I'm working on getting the file, and all the folders too.
Hi, I'm new to this effort. I starting downloading the 90GB file a while back as well. This is just to my home machine. I don't have a setup for an online mirror, but can transfer this elsewhere later. I've currently got 8GB of the file. The download speed started at 4MB/s, but sometimes slows down to 2MB/s for a while. The ETA is showing around 7 hours. Are three downloads slowing things down? Should I continue? Do you guys have faster connections?
150ish down here.
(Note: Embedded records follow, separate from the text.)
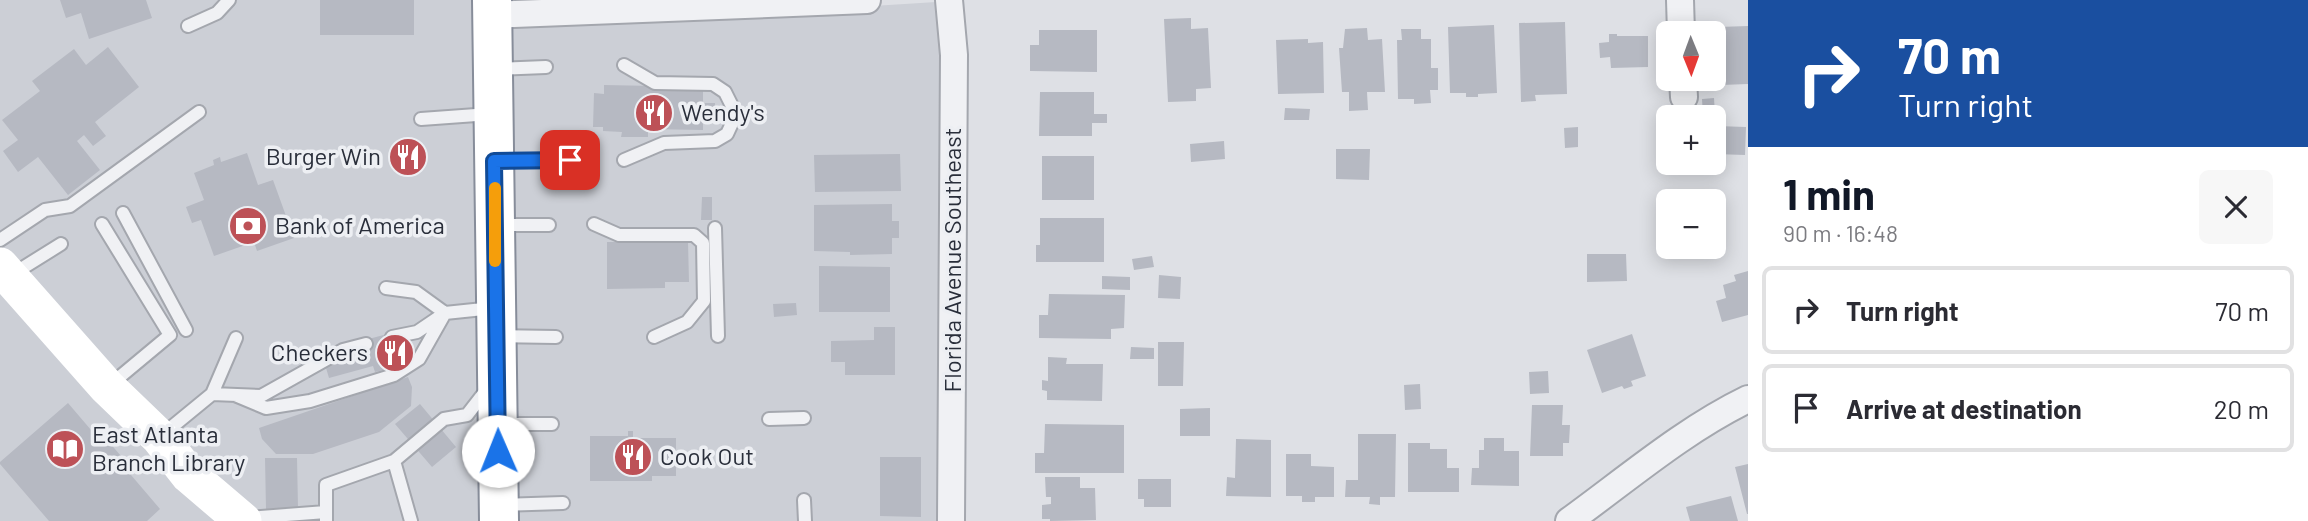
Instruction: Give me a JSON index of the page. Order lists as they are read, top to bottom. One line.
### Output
{"streets":{"street":["Florida Avenue Southeast"]},"places":{"restaurant":["Wendy's","Burger Win","Checkers","Cook Out"],"bank":["Bank of America"],"library":["East Atlanta Branch Library"]},"north":"bottom","page":{"turn":["70 m","Turn right"],"map_buttons":["+","−"],"heading":["1 min","90 m · 16:48"],"list":[{"name":"Turn right","value":"70 m"},{"name":"Arrive at destination","value":"20 m"}]}}
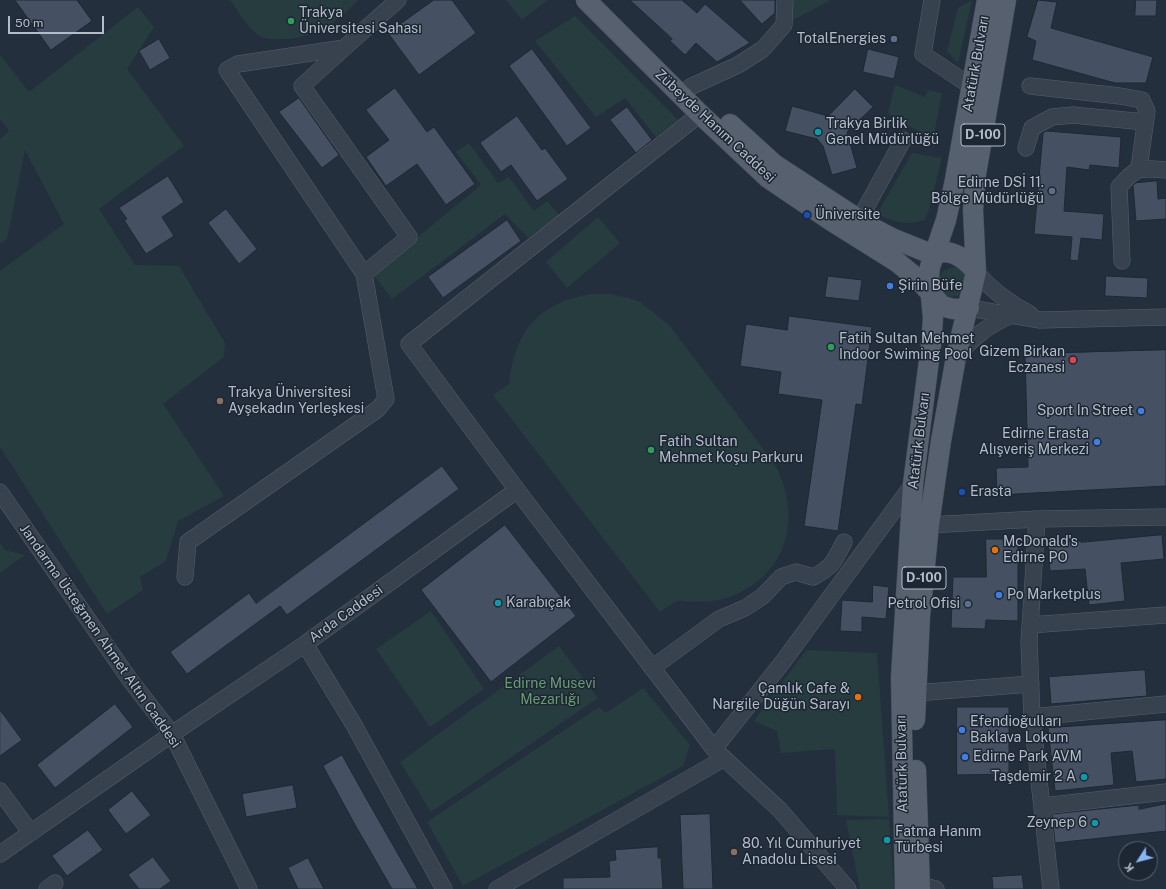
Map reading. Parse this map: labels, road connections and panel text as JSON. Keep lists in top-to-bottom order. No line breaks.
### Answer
{"streets":{"main road":["Atatürk Bulvarı","Zübeyde Hanım Caddesi","D-100"],"street":["Arda Caddesi","Jandarma Üsteğmen Ahmet Altın Caddesi"]},"crossings":[["Atatürk Bulvarı","Zübeyde Hanım Caddesi"],["Arda Caddesi","Jandarma Üsteğmen Ahmet Altın Caddesi"]],"parks":["Edirne Musevi Mezarlığı"],"places":["Trakya Üniversitesi Sahası","TotalEnergies","Trakya Birlik Genel Müdürlüğü","Edirne DSİ 11. Bölge Müdürlüğü","Üniversite","Şirin Büfe","Fatih Sultan Mehmet Indoor Swiming Pool","Gizem Birkan Eczanesi","Trakya Üniversitesi Ayşekadın Yerleşkesi","Sport In Street","Edirne Erasta Alışveriş Merkezi","Fatih Sultan Mehmet Koşu Parkuru","Erasta","McDonald's Edirne PO","Po Marketplus","Karabıçak","Petrol Ofisi","Çamlık Cafe & Nargile Düğün Sarayı","Efendioğulları Baklava Lokum","Edirne Park AVM","Taşdemir 2 A","Zeynep 6","Fatma Hanım Türbesi","80. Yıl Cumhuriyet Anadolu Lisesi"],"scale_bar":"50 m","north":"bottom left"}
Newb to this whole command-line wget thing, what should I use to download this dataset? wget -r https://www1.ncdc.noaa.gov/pub/data/ua/ just got index.html
I'd like to clone the whole folder. ETA is 7hr20m for me.
There's some (limited) info on wget commands here. My ETA's about 6hr20m now.
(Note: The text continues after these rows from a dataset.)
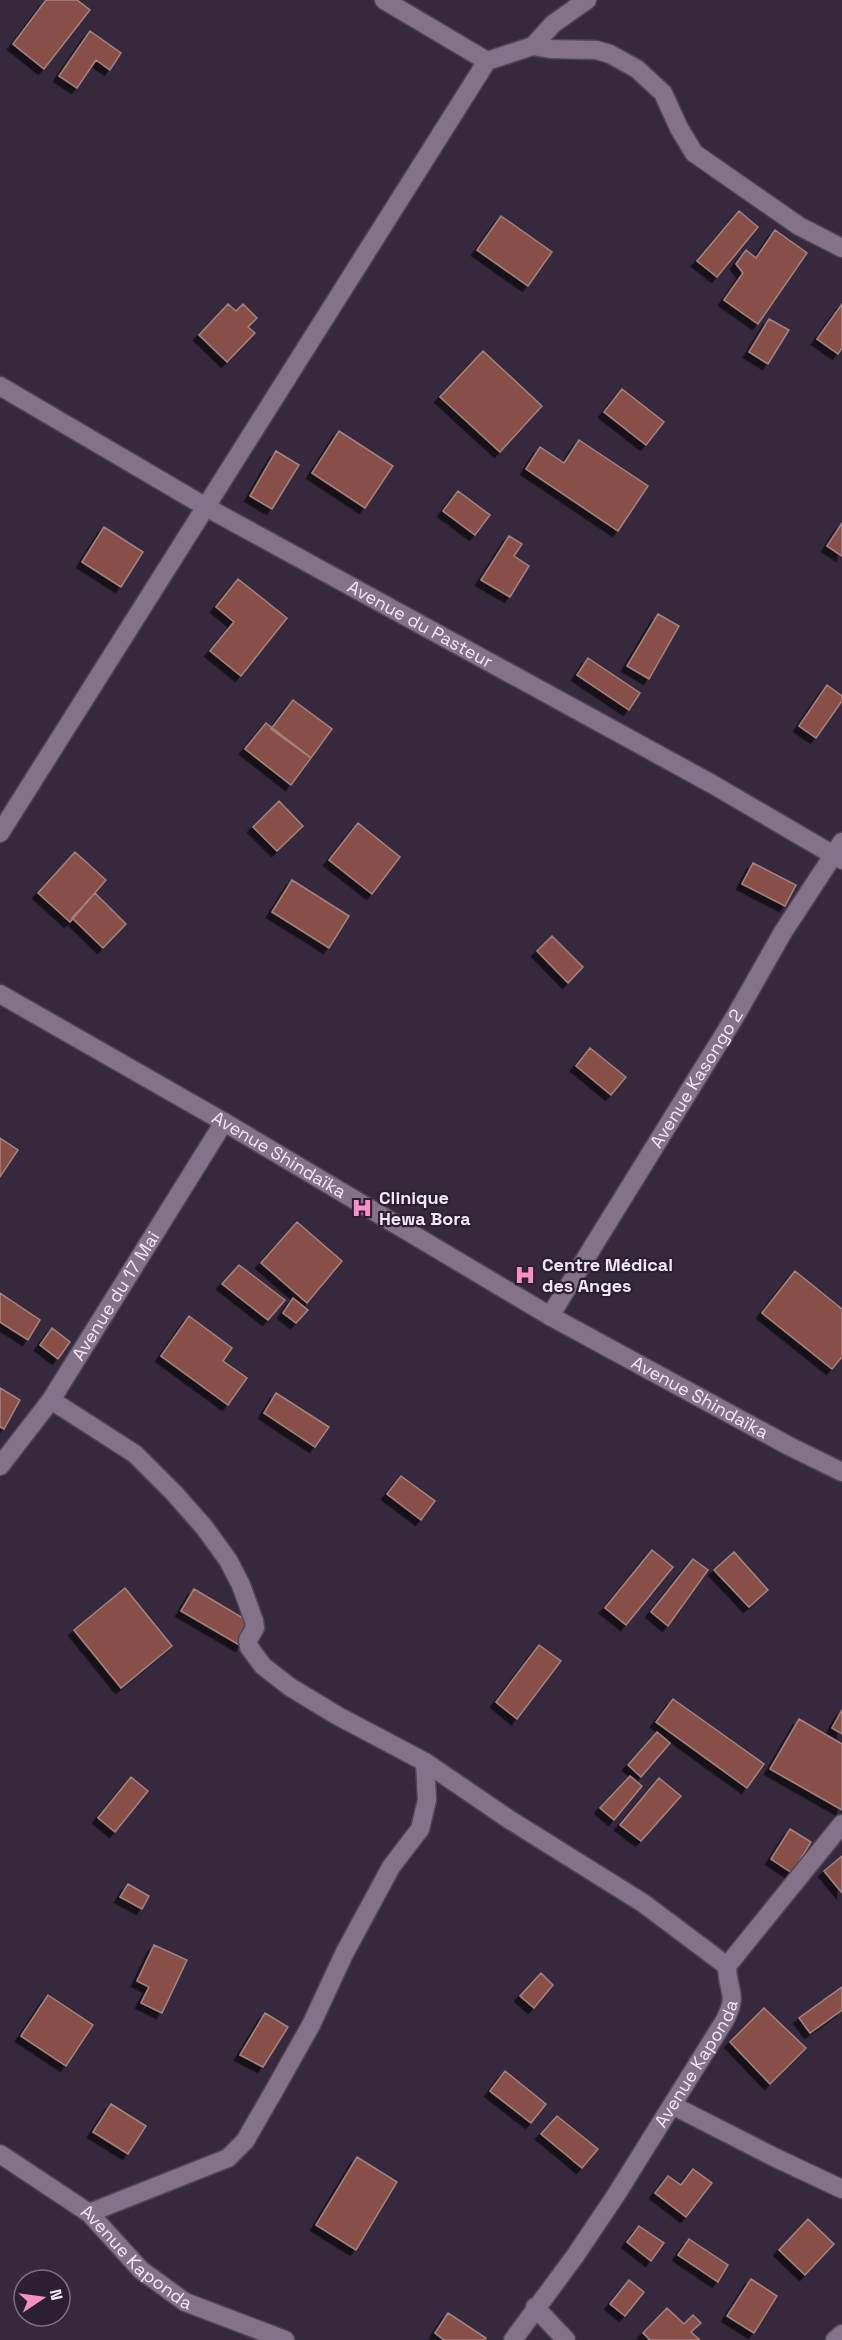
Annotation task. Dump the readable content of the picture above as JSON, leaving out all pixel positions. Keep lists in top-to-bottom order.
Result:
{
  "streets": {
    "street": [
      "Avenue du Pasteur",
      "Avenue Kasongo 2",
      "Avenue Shindaïka",
      "Avenue du 17 Mai",
      "Avenue Kaponda"
    ]
  },
  "crossings": [
    ["Avenue du Pasteur", "Avenue Kasongo 2"],
    ["Avenue Kasongo 2", "Avenue Shindaïka"],
    ["Avenue Shindaïka", "Avenue du 17 Mai"]
  ],
  "places": {
    "hospital": ["Clinique Hewa Bora", "Centre Médical des Anges"]
  },
  "north": "right"
}
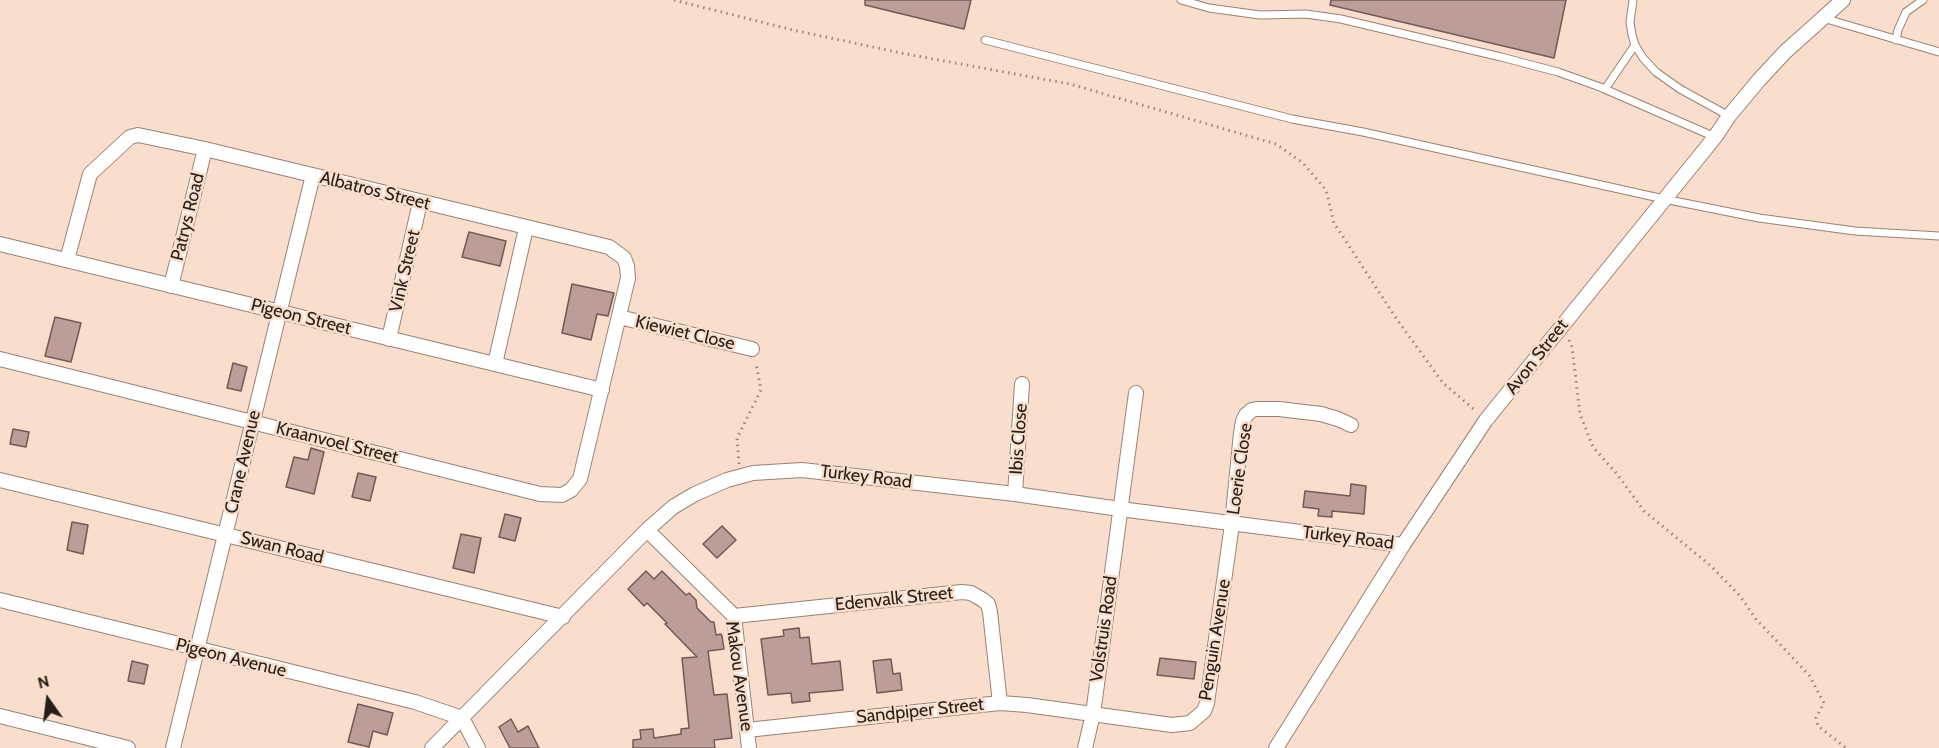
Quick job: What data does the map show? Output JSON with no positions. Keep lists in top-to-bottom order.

thanks....I have much slower connections; not sure what exactly is wrong with my broadband service, as I should be downloading about 20 times faster than is currently the case. I would give anything to have 2-4 MB/s right now, although my ISP says I should have that speed I closed my download of the zip file so that might help speed up other grabs
I would like to grab any smaller folders from ftp://ftp.ncdc.noaa.gov/pub/data/ If anyone knows where the overall progress on this directory lies, that would be a huge help
@JeremiahCurtis I don't think it's you, I think the servers are throttling us and we're being capped somewhere. Urgh.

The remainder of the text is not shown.